** Data excerpts follows **
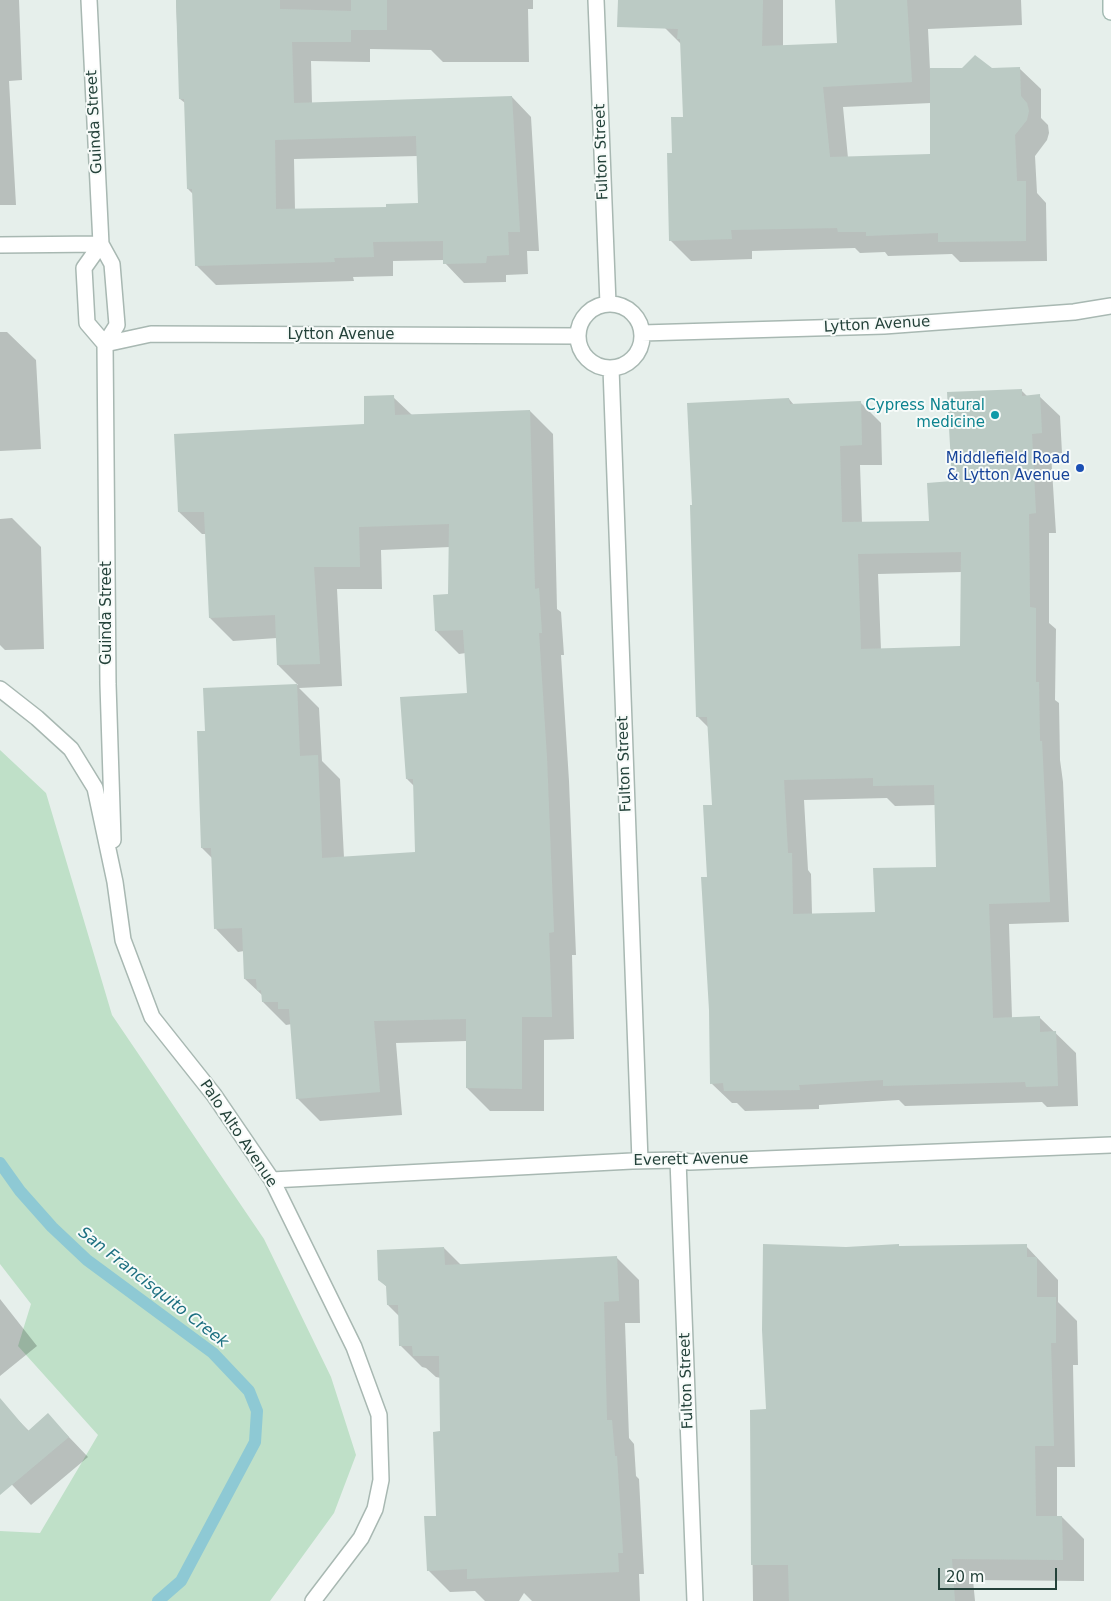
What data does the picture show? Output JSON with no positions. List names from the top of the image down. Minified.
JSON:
{"streets":{"street":["Guinda Street","Fulton Street","Lytton Avenue","Palo Alto Avenue","Everett Avenue"]},"crossings":[["Guinda Street","Lytton Avenue"],["Guinda Street","Palo Alto Avenue"],["Fulton Street","Lytton Avenue"],["Fulton Street","Everett Avenue"],["Palo Alto Avenue","Everett Avenue"]],"water":["San Francisquito Creek"],"places":["Cypress Natural medicine","Middlefield Road & Lytton Avenue"],"scale_bar":"20 m"}
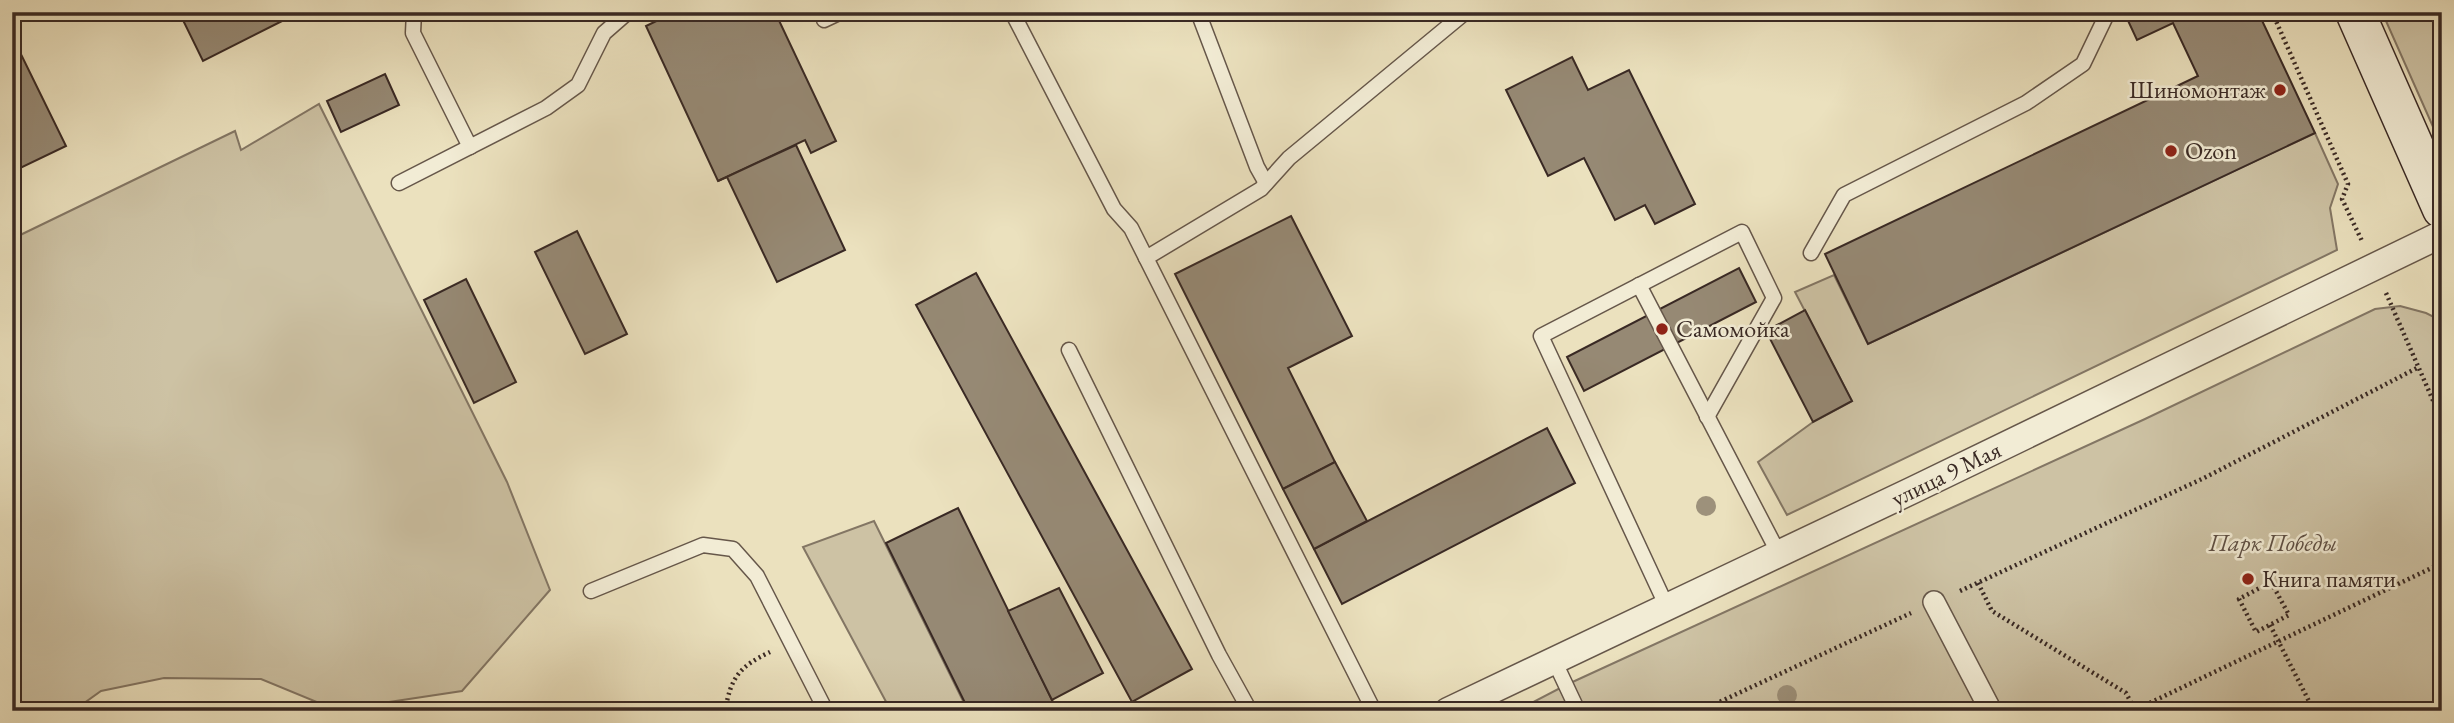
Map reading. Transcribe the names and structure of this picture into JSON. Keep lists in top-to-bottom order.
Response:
{
  "streets": {
    "street": ["улица 9 Мая"]
  },
  "parks": ["Парк Победы"],
  "places": [
    "Шиномонтаж",
    "Ozon",
    "Самомойка",
    "Книга памяти"
  ]
}
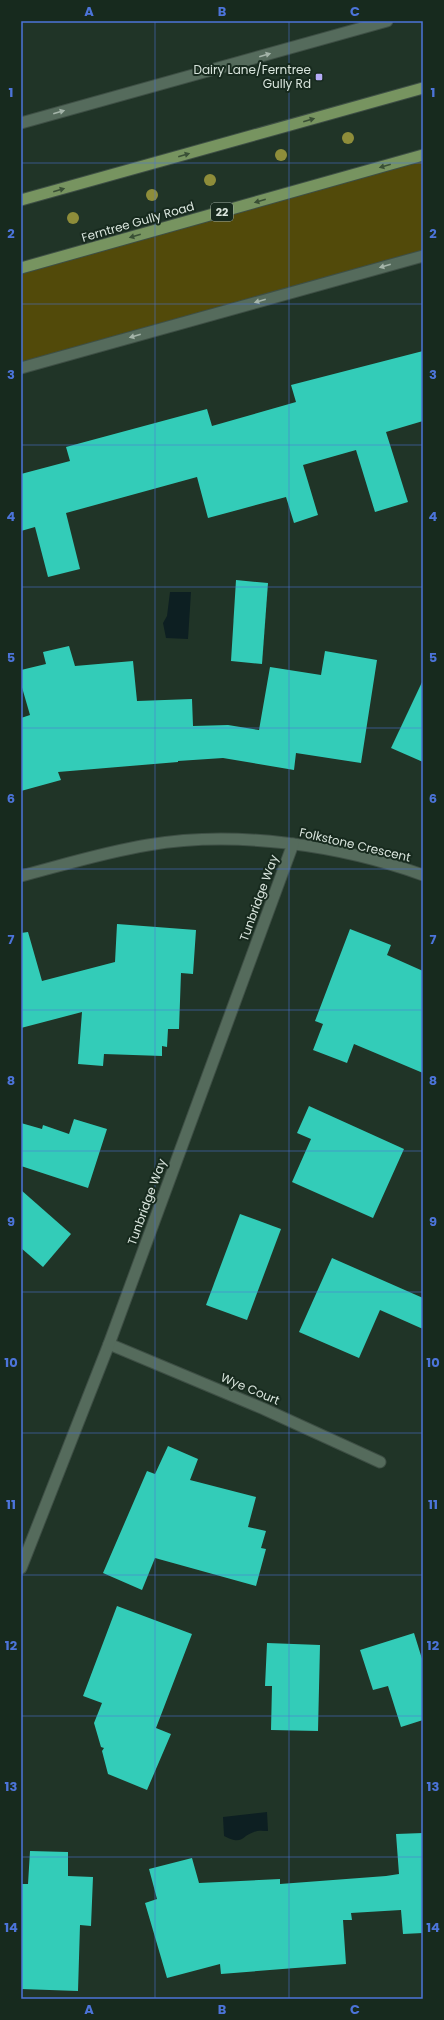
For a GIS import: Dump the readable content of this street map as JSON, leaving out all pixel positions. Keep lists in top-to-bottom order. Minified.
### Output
{"streets":{"main road":["22","Ferntree Gully Road"],"street":["Folkstone Crescent","Tunbridge Way","Wye Court"]},"crossings":[["Folkstone Crescent","Tunbridge Way"],["Tunbridge Way","Wye Court"]],"places":{"transit":["Dairy Lane/Ferntree Gully Rd"]},"grid":{"columns":["A","B","C"],"rows":["1","2","3","4","5","6","7","8","9","10","11","12","13","14"]}}
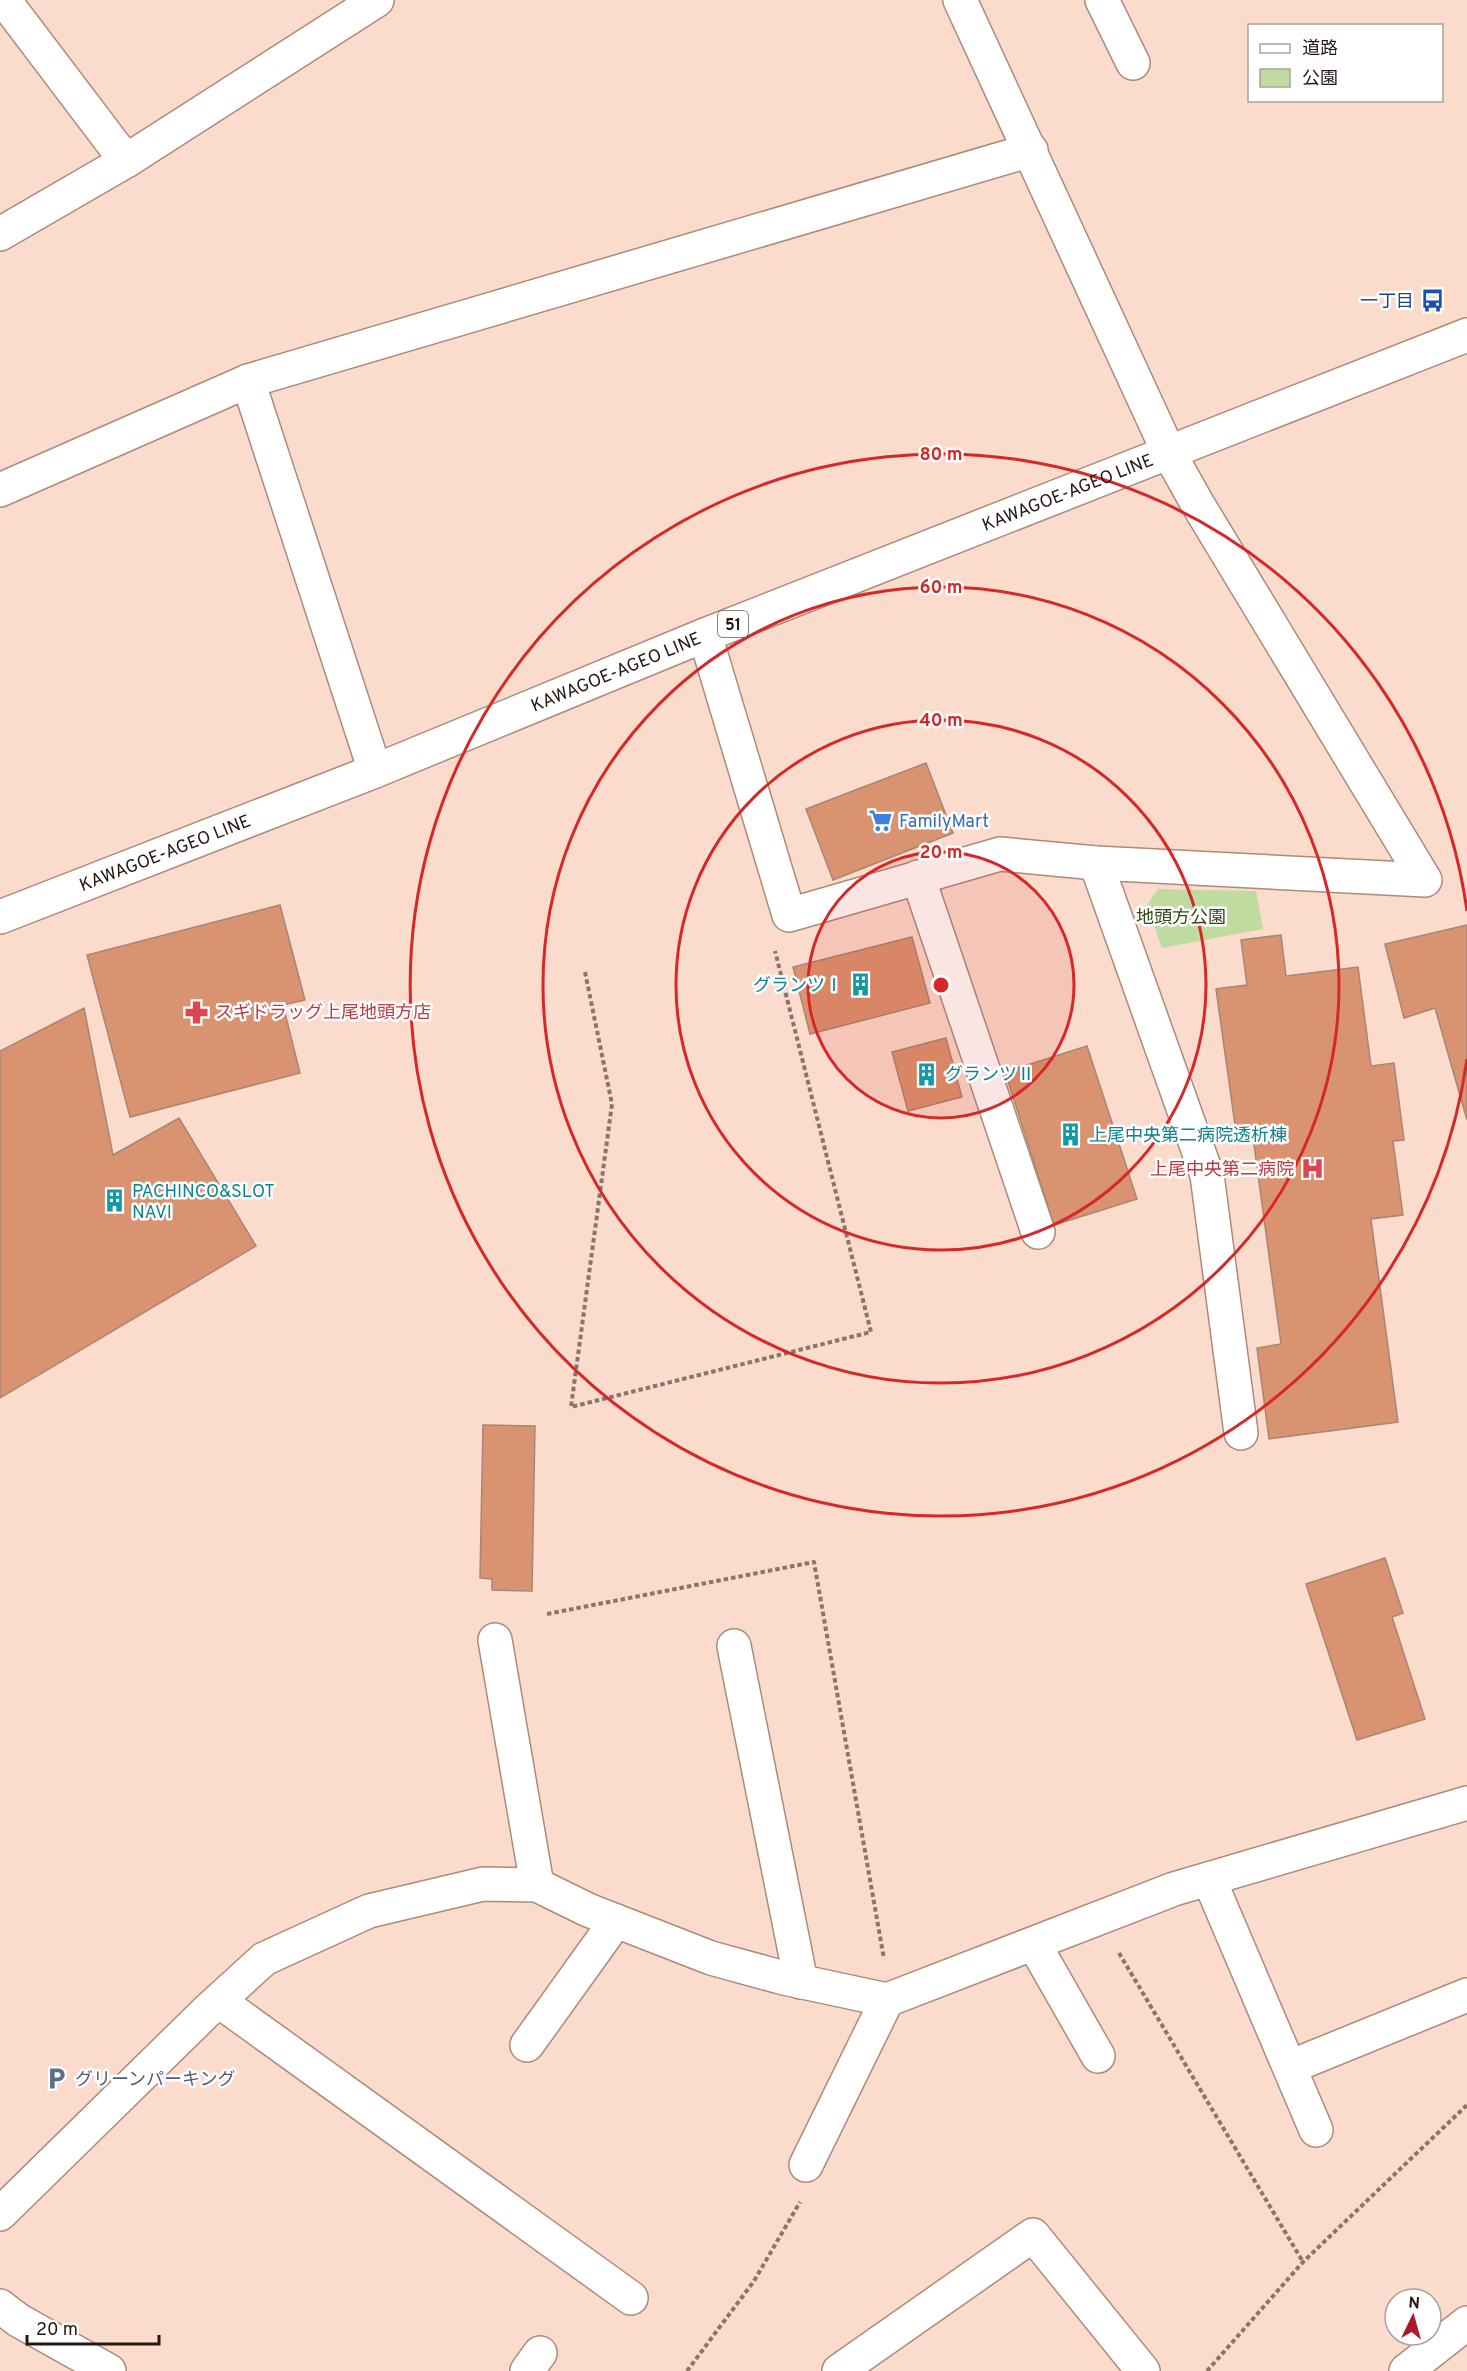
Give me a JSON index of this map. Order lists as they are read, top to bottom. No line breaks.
{"streets":{"street":["KAWAGOE-AGEO LINE","51"]},"parks":["地頭方公園"],"places":{"bus stop":["一丁目"],"supermarket":["FamilyMart"],"building":["グランツⅠ","グランツⅡ","上尾中央第二病院透析棟","PACHINCO&SLOT NAVI"],"pharmacy":["スギドラッグ上尾地頭方店"],"hospital":["上尾中央第二病院"],"parking":["グリーンパーキング"]},"legend":["道路","公園"],"scale_bar":"20 m","north":"top","rings":["80 m","60 m","40 m","20 m"]}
** End of Data excerpts **
A word-for-word copy of every entry, with the pictures left out, is the required answer.

◆ Output for this task ◆
What data does the picture show? Output JSON with no positions. List names from the top of the image down. Minified.
JSON:
{"streets":{"street":["Guinda Street","Fulton Street","Lytton Avenue","Palo Alto Avenue","Everett Avenue"]},"crossings":[["Guinda Street","Lytton Avenue"],["Guinda Street","Palo Alto Avenue"],["Fulton Street","Lytton Avenue"],["Fulton Street","Everett Avenue"],["Palo Alto Avenue","Everett Avenue"]],"water":["San Francisquito Creek"],"places":["Cypress Natural medicine","Middlefield Road & Lytton Avenue"],"scale_bar":"20 m"}
Map reading. Transcribe the names and structure of this picture into JSON. Keep lists in top-to-bottom order.
Response:
{
  "streets": {
    "street": ["улица 9 Мая"]
  },
  "parks": ["Парк Победы"],
  "places": [
    "Шиномонтаж",
    "Ozon",
    "Самомойка",
    "Книга памяти"
  ]
}
For a GIS import: Dump the readable content of this street map as JSON, leaving out all pixel positions. Keep lists in top-to-bottom order. Minified.
### Output
{"streets":{"main road":["22","Ferntree Gully Road"],"street":["Folkstone Crescent","Tunbridge Way","Wye Court"]},"crossings":[["Folkstone Crescent","Tunbridge Way"],["Tunbridge Way","Wye Court"]],"places":{"transit":["Dairy Lane/Ferntree Gully Rd"]},"grid":{"columns":["A","B","C"],"rows":["1","2","3","4","5","6","7","8","9","10","11","12","13","14"]}}
Give me a JSON index of this map. Order lists as they are read, top to bottom. No line breaks.
{"streets":{"street":["KAWAGOE-AGEO LINE","51"]},"parks":["地頭方公園"],"places":{"bus stop":["一丁目"],"supermarket":["FamilyMart"],"building":["グランツⅠ","グランツⅡ","上尾中央第二病院透析棟","PACHINCO&SLOT NAVI"],"pharmacy":["スギドラッグ上尾地頭方店"],"hospital":["上尾中央第二病院"],"parking":["グリーンパーキング"]},"legend":["道路","公園"],"scale_bar":"20 m","north":"top","rings":["80 m","60 m","40 m","20 m"]}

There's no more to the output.